If your operation is denied, we will examine the decision and follow the measures provided by your insurance company. Denials can occur for a variety of reasons, including a lack of paperwork or a lack of agreement on criteria that are ambiguous or open to interpretation.
Appeals
Because appeals deadlines may be approaching quickly, it’s critical to properly evaluate denials.
As a first step in this procedure, a peer-to-peer option is usually provided. A peer-to-peer meeting is a prearranged meeting between your surgeon and the medical director of the insurance company to address the denial. When this conference is feasible, it’s quite beneficial since we can get precise input from a reviewing authority about what additional the insurance company expects us to provide or what they want you to accomplish in order to qualify. At the time of this debate, the rejection may be affirmed or reversed, but it’s usually just a tool for moving forward with the appeal.
If an appeal is necessary, we will obtain any additional documentation that was previously overlooked.

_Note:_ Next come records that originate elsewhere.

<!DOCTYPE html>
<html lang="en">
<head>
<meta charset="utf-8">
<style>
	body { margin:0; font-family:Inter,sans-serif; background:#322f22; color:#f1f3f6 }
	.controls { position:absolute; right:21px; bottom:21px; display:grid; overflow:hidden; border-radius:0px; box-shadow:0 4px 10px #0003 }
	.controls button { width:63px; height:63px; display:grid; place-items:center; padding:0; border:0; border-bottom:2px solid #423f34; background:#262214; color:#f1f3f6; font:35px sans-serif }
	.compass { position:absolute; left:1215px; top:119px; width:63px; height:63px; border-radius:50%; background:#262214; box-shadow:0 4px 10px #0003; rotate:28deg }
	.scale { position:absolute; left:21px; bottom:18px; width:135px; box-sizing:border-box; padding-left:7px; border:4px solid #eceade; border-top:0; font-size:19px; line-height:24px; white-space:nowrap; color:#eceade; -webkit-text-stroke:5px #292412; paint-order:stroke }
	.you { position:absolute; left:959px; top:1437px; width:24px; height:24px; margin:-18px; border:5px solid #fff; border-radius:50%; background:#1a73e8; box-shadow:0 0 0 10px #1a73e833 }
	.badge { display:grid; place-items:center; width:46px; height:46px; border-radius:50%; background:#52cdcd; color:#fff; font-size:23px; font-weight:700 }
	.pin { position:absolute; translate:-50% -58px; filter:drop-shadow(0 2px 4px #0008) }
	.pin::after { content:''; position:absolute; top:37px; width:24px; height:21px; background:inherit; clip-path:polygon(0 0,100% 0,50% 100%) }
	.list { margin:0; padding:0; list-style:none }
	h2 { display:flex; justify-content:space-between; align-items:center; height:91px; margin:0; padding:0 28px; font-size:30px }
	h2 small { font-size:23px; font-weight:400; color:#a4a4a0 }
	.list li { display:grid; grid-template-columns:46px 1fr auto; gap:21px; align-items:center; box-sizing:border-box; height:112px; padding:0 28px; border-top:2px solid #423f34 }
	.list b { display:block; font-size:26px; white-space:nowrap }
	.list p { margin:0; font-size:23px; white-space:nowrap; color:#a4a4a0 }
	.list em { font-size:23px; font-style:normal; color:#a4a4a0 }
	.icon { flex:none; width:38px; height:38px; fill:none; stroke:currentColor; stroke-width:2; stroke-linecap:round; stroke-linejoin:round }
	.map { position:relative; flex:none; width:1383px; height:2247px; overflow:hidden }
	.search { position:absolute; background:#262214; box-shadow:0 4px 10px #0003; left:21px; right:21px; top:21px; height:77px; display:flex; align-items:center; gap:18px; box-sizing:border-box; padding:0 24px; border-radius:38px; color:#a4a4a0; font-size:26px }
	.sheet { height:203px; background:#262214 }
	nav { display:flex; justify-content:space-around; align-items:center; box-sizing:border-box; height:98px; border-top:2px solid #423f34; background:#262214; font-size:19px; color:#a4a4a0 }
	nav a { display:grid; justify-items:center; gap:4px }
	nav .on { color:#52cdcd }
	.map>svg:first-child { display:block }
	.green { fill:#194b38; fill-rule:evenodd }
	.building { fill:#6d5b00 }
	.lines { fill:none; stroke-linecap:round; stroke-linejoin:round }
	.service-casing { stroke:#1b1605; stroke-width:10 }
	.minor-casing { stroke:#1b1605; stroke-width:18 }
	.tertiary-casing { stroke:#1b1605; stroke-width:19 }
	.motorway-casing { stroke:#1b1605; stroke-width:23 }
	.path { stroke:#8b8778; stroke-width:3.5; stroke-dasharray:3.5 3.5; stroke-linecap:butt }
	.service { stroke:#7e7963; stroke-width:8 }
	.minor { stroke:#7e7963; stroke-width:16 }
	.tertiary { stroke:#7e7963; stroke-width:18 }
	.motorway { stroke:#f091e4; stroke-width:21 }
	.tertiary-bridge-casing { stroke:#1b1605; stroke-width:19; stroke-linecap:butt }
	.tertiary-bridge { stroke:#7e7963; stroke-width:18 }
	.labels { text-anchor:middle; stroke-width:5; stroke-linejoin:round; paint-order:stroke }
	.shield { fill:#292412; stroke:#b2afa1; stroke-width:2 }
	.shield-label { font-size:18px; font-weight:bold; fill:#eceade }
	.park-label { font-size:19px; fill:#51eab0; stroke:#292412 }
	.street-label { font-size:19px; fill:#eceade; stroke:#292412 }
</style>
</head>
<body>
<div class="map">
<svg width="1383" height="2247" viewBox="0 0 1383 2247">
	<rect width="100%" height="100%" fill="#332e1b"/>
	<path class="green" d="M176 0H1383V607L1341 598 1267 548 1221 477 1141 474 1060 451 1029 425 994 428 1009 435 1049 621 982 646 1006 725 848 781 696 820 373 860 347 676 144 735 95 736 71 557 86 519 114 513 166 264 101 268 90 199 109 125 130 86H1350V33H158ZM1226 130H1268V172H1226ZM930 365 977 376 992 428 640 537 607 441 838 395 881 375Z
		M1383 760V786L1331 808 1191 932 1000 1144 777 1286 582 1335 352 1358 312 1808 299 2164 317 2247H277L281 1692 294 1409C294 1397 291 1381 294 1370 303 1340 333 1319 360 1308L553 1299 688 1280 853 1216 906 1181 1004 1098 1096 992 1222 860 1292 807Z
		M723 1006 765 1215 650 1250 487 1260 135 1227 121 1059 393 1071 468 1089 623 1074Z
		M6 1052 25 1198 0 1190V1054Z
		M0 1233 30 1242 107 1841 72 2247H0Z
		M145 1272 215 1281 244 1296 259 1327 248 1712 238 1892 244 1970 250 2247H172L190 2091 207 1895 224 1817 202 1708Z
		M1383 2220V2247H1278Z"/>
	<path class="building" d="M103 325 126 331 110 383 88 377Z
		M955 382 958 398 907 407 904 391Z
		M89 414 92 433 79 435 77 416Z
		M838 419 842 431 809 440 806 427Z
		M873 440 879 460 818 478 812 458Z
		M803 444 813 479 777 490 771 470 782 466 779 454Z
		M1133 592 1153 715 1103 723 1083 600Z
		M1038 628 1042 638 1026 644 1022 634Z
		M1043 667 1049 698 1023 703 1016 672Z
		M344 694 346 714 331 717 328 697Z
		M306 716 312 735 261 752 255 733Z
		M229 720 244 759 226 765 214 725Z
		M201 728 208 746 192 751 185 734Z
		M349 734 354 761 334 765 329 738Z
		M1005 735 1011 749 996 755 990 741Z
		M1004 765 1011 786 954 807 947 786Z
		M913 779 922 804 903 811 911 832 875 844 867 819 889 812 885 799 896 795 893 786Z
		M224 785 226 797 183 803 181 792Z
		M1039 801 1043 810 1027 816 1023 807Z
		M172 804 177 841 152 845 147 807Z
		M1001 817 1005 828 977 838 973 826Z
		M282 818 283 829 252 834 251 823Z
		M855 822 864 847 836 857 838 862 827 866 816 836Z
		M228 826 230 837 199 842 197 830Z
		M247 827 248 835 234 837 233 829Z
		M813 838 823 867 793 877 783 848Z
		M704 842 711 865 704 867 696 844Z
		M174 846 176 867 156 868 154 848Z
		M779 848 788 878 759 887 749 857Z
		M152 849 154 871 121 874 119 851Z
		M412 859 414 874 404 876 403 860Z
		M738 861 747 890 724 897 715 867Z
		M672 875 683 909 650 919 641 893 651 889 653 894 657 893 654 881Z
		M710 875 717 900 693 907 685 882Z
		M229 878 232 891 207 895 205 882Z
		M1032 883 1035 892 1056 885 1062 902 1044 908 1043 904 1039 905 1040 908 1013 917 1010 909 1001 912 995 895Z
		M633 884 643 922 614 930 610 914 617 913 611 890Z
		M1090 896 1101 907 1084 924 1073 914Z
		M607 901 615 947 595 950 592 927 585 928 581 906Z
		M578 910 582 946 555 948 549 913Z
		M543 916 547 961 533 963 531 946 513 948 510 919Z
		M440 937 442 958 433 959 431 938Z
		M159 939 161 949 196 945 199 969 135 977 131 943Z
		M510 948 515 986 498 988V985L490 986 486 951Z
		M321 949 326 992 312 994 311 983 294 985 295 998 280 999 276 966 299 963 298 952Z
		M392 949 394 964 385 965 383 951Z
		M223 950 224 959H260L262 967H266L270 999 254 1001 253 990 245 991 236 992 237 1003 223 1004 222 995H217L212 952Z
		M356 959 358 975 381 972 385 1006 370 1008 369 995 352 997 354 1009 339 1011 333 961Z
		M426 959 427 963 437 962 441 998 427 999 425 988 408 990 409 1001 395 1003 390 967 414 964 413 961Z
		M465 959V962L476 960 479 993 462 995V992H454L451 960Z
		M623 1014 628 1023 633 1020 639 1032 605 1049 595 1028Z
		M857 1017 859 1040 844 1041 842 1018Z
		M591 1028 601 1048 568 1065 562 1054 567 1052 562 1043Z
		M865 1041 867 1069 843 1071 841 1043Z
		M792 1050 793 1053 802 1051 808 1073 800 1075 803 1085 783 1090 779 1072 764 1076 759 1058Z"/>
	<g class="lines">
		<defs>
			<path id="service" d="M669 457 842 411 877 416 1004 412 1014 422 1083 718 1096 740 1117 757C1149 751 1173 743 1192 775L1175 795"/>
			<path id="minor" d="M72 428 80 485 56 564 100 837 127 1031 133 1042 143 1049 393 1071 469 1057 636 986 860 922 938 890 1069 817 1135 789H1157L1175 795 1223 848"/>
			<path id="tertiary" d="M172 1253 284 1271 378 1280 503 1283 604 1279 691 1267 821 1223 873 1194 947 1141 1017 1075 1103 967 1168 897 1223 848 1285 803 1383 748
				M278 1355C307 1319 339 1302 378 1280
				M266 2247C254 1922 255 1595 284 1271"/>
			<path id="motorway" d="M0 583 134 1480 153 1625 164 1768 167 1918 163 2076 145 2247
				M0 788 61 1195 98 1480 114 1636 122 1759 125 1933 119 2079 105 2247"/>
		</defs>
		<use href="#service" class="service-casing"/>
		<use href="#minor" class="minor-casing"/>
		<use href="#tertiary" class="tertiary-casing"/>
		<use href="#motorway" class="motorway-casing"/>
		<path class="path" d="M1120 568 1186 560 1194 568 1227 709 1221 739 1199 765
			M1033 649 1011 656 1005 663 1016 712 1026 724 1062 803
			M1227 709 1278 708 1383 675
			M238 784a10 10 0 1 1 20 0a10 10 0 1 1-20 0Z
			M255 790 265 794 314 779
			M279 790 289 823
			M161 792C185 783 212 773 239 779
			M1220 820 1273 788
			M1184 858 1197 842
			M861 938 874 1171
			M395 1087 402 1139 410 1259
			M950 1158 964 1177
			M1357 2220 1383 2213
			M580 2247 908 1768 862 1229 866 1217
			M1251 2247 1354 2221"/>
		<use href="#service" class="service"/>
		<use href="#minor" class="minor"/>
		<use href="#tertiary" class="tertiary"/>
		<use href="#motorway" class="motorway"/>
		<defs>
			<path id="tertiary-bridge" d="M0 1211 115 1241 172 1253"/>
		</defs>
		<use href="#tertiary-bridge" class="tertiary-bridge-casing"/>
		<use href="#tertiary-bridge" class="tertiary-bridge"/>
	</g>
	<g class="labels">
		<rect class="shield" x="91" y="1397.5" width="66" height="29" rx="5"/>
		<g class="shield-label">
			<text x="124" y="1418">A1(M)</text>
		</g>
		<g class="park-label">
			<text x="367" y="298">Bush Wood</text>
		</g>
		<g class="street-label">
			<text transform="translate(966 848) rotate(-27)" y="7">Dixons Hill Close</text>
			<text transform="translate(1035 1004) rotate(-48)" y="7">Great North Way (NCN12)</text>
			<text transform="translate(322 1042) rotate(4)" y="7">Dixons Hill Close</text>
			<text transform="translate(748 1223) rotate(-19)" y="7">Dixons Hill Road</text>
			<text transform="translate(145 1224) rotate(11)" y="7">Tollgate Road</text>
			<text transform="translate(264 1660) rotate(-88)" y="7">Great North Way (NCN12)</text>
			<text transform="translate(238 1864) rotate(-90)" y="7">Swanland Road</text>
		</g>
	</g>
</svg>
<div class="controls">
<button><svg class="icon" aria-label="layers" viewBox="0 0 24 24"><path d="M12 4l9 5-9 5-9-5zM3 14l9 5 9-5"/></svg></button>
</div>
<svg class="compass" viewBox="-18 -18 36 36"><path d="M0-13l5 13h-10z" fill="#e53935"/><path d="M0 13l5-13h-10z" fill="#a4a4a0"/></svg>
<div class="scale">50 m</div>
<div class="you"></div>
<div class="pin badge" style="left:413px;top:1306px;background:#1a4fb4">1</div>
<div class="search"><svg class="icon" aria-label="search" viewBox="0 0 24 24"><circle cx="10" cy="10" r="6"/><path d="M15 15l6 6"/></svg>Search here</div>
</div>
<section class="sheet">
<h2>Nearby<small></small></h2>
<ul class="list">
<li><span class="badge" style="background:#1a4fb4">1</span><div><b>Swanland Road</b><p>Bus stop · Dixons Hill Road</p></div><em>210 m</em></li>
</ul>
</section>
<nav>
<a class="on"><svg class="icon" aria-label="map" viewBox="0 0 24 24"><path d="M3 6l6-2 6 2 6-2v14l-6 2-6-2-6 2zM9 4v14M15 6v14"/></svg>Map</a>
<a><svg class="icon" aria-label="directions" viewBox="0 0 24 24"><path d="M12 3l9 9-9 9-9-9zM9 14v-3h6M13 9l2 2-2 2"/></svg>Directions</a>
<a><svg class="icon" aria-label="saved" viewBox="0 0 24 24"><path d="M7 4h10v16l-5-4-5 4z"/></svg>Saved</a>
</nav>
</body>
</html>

If more tests or office visits are needed, they should be planned as quickly as possible to ensure that they are completed before the appeal time expires.
There could be several stages to the appeals process. A second- or third-level appeal can be requested if necessary, with the final step typically including submission to an outside party for review. Because external review organizations are not linked with our office or your insurance provider, they can conduct an unbiased assessment of your clinical documentation.
What can I do to ensure approval?
A patient health history questionnaire will be given to you prior to your session. Because it will be translated into your medical record, which will be evaluated by the insurance provider, it is critical that you fill this out entirely and truthfully.
Bring a copy of any paperwork (medical chart notes, personal records, logs, or receipts) from past weight loss attempts, whether by diet, exercise, or medical supervision, to be reviewed and scanned into your chart.
If you’ve had a previous weight reduction treatment, you should get copies of your operative report, as well as pre- and post-surgical visits, to demonstrate your commitment to follow-up and adherence to any suggestions provided by your previous practitioner.
The single most important thing a patient can do to increase the chances of their insurance company approving their claim is to follow the medical policy’s rules to the letter (or Summary Plan Document, if applicable). Medically supervised diets are generally need to be followed for several months and should be spread out by about 30 days. Failure to keep scheduled appointments for several months in a row will almost always result in denial, delaying surgery or forcing you to restart the prescribed regimen from the beginning.